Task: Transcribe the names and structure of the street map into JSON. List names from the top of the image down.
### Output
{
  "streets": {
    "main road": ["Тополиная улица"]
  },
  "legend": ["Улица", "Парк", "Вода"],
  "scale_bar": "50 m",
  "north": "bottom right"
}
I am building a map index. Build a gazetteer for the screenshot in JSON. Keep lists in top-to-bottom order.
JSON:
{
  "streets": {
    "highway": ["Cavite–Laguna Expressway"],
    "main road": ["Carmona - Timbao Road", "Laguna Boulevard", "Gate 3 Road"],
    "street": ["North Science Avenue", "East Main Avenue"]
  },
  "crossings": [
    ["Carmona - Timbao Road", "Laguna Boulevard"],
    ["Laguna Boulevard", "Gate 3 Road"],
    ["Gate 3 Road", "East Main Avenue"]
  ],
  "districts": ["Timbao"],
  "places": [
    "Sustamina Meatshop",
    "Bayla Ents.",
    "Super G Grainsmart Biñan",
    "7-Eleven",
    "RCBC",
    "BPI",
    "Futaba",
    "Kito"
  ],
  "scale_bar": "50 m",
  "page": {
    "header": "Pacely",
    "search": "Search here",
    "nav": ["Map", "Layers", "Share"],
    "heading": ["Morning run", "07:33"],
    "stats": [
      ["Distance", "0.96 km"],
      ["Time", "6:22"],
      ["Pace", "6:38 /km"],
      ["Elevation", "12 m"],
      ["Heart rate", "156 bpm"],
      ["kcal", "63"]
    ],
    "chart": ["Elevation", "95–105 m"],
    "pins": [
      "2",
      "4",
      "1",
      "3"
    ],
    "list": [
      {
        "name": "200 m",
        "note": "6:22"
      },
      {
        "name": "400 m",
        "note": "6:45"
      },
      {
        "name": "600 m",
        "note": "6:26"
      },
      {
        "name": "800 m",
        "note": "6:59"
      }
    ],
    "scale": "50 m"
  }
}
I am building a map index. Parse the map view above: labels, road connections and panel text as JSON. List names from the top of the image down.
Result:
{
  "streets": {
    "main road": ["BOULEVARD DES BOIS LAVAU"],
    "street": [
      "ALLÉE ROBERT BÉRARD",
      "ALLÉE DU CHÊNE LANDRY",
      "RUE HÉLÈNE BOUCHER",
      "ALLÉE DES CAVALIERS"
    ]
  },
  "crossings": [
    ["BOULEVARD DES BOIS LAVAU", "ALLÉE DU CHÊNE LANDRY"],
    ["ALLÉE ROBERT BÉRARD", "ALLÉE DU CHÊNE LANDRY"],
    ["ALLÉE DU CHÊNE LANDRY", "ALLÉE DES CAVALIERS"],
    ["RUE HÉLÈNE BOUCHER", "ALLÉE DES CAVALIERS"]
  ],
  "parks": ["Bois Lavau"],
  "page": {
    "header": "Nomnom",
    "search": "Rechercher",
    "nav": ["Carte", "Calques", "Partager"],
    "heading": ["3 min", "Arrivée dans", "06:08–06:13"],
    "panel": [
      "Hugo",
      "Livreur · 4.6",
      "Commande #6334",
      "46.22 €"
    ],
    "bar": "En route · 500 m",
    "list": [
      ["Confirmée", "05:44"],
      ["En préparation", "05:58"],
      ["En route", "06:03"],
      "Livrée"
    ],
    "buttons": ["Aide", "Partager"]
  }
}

--- --- ---

Problem statement: In the records above, find each line with the word "building" and copy it.

Exercise solution:
I am building a map index. Build a gazetteer for the screenshot in JSON. Keep lists in top-to-bottom order.
I am building a map index. Parse the map view above: labels, road connections and panel text as JSON. List names from the top of the image down.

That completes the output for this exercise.